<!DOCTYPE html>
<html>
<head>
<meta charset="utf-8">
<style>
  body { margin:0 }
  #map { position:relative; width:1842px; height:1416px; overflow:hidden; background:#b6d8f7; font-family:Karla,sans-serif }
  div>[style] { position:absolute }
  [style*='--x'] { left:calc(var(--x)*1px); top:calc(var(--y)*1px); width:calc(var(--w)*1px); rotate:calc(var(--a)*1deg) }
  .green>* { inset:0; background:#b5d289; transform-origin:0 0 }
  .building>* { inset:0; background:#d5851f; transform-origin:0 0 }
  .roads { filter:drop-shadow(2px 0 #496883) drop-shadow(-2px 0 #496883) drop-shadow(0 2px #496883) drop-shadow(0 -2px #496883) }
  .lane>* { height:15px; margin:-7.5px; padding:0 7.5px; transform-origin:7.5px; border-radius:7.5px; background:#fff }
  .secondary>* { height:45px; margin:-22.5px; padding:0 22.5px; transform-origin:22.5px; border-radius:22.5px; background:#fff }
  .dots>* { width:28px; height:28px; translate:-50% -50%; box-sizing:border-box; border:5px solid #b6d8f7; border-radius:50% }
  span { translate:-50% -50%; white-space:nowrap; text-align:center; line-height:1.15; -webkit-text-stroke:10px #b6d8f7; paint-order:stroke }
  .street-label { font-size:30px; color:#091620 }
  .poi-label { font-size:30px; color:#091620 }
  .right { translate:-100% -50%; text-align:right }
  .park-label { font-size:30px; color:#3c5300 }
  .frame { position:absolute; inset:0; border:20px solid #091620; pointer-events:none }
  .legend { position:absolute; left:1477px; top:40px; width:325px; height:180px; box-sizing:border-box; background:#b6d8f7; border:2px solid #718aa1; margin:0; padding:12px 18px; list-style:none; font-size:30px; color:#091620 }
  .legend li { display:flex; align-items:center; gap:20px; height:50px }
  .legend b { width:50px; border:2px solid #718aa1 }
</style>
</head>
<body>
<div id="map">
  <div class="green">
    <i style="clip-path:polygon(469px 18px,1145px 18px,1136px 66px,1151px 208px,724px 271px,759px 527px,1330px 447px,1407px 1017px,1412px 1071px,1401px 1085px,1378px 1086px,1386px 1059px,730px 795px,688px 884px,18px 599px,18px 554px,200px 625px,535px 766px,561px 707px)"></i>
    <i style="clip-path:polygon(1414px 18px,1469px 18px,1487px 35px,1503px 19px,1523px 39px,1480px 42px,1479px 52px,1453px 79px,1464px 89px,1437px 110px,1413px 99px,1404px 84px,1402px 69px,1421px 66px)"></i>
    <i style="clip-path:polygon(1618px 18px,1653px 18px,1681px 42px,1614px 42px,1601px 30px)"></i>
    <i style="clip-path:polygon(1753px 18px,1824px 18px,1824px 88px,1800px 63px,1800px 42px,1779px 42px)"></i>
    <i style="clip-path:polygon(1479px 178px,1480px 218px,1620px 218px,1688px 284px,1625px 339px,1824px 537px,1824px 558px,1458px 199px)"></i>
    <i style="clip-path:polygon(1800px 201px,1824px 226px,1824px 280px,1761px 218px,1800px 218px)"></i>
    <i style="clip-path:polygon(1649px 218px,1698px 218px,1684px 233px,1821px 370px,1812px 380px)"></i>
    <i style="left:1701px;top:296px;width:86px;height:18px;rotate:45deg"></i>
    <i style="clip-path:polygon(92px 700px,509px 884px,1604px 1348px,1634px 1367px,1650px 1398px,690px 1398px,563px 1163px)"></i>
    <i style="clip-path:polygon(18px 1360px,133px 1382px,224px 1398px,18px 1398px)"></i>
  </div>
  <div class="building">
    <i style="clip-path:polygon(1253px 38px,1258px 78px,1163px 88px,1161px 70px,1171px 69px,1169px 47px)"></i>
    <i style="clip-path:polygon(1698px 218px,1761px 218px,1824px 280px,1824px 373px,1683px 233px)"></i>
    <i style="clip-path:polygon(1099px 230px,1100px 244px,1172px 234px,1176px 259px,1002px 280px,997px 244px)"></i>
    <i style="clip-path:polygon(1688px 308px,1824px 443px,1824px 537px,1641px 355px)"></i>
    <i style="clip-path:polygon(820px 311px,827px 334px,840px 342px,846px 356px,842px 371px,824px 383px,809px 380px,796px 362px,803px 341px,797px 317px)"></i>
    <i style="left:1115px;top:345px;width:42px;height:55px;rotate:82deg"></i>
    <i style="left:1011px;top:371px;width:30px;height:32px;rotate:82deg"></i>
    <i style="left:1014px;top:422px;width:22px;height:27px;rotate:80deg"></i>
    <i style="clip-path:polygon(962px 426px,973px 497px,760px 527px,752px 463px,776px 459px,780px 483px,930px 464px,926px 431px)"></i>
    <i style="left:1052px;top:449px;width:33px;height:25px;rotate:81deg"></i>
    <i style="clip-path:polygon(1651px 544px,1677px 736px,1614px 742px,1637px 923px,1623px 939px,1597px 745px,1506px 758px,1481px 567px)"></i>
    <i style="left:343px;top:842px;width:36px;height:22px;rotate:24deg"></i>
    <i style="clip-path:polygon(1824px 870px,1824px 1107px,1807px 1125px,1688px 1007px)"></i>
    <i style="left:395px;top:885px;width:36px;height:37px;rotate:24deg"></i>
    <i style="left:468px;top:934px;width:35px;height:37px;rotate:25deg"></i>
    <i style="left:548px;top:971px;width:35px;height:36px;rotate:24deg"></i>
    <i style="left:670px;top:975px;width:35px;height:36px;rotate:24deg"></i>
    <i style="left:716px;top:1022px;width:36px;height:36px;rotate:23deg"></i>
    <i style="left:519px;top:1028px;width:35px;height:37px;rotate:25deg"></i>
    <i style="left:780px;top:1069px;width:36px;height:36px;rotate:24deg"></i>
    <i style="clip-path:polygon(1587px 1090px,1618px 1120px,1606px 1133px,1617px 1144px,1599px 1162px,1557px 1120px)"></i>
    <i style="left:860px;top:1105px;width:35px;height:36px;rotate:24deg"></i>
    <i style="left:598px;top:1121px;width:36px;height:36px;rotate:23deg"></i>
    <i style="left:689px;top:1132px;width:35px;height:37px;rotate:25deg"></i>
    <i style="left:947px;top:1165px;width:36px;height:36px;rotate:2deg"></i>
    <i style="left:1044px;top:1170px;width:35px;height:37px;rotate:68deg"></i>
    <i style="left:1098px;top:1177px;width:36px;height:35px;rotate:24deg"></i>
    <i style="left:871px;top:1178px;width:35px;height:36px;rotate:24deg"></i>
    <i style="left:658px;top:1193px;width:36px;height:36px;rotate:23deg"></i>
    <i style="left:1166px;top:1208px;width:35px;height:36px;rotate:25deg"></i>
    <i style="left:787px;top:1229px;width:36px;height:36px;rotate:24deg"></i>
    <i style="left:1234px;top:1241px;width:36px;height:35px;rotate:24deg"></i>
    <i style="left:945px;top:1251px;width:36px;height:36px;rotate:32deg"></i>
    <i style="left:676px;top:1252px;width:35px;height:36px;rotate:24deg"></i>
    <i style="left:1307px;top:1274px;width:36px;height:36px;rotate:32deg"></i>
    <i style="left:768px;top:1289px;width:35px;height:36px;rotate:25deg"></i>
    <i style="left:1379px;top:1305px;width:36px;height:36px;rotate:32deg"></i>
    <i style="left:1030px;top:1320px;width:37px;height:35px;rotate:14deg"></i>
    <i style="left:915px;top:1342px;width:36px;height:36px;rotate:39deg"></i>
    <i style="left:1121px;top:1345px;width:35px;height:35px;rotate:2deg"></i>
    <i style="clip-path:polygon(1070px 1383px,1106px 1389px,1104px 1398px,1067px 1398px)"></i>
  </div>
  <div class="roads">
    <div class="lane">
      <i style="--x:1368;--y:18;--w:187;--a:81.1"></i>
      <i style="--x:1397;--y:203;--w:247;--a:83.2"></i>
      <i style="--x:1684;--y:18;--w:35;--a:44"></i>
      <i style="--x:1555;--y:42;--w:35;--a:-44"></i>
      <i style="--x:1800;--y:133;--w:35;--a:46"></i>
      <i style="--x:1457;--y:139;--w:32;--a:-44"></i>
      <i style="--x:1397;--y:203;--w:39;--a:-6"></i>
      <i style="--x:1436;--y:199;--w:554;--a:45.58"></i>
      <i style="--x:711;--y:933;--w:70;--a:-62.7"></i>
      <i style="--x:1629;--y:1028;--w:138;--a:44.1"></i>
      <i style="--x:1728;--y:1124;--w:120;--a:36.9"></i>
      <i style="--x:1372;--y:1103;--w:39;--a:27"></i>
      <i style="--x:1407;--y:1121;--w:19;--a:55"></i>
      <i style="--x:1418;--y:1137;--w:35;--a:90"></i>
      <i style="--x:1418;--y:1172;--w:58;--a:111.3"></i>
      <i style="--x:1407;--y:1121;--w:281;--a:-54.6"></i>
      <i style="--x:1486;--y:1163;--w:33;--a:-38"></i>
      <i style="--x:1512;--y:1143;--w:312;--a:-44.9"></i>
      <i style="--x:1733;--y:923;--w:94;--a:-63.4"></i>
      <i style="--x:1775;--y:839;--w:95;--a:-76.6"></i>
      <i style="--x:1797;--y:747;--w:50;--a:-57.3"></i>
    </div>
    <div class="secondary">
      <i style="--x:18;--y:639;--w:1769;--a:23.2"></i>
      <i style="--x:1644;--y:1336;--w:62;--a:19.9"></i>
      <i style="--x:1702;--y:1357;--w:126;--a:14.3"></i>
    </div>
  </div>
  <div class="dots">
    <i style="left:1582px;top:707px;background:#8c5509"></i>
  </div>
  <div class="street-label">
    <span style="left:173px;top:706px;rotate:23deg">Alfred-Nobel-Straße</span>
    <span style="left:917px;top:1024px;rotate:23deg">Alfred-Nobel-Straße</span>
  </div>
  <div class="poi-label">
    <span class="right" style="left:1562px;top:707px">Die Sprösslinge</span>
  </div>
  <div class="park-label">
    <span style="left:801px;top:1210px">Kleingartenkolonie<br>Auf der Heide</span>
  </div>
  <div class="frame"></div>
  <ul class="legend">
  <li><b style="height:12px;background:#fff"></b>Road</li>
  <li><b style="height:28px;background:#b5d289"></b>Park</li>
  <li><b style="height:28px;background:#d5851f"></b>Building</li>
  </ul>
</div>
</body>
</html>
=-=-=
TASK DESCRIPTION: The lines above from the one with "position:relative; width:1842px; height:1416px;" through the one with "width:28px; height:28px; translate:-50%" are to be duplicated exactly, ends included, with nothing added.

ANSWER TO THIS TASK:
  #map { position:relative; width:1842px; height:1416px; overflow:hidden; background:#b6d8f7; font-family:Karla,sans-serif }
  div>[style] { position:absolute }
  [style*='--x'] { left:calc(var(--x)*1px); top:calc(var(--y)*1px); width:calc(var(--w)*1px); rotate:calc(var(--a)*1deg) }
  .green>* { inset:0; background:#b5d289; transform-origin:0 0 }
  .building>* { inset:0; background:#d5851f; transform-origin:0 0 }
  .roads { filter:drop-shadow(2px 0 #496883) drop-shadow(-2px 0 #496883) drop-shadow(0 2px #496883) drop-shadow(0 -2px #496883) }
  .lane>* { height:15px; margin:-7.5px; padding:0 7.5px; transform-origin:7.5px; border-radius:7.5px; background:#fff }
  .secondary>* { height:45px; margin:-22.5px; padding:0 22.5px; transform-origin:22.5px; border-radius:22.5px; background:#fff }
  .dots>* { width:28px; height:28px; translate:-50% -50%; box-sizing:border-box; border:5px solid #b6d8f7; border-radius:50% }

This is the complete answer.